### [Task objective]
All of the data below should be returned exactly.

──────

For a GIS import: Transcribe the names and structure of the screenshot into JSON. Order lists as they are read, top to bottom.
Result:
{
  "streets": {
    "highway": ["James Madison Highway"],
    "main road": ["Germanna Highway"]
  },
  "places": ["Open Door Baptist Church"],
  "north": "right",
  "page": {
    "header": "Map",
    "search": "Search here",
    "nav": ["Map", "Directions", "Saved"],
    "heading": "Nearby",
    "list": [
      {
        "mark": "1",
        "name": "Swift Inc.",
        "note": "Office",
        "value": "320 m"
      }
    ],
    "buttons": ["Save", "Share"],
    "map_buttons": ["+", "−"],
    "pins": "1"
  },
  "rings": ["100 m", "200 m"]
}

──────

### [Result of the exercise]
For a GIS import: Transcribe the names and structure of the screenshot into JSON. Order lists as they are read, top to bottom.
Result:
{
  "streets": {
    "highway": ["James Madison Highway"],
    "main road": ["Germanna Highway"]
  },
  "places": ["Open Door Baptist Church"],
  "north": "right",
  "page": {
    "header": "Map",
    "search": "Search here",
    "nav": ["Map", "Directions", "Saved"],
    "heading": "Nearby",
    "list": [
      {
        "mark": "1",
        "name": "Swift Inc.",
        "note": "Office",
        "value": "320 m"
      }
    ],
    "buttons": ["Save", "Share"],
    "map_buttons": ["+", "−"],
    "pins": "1"
  },
  "rings": ["100 m", "200 m"]
}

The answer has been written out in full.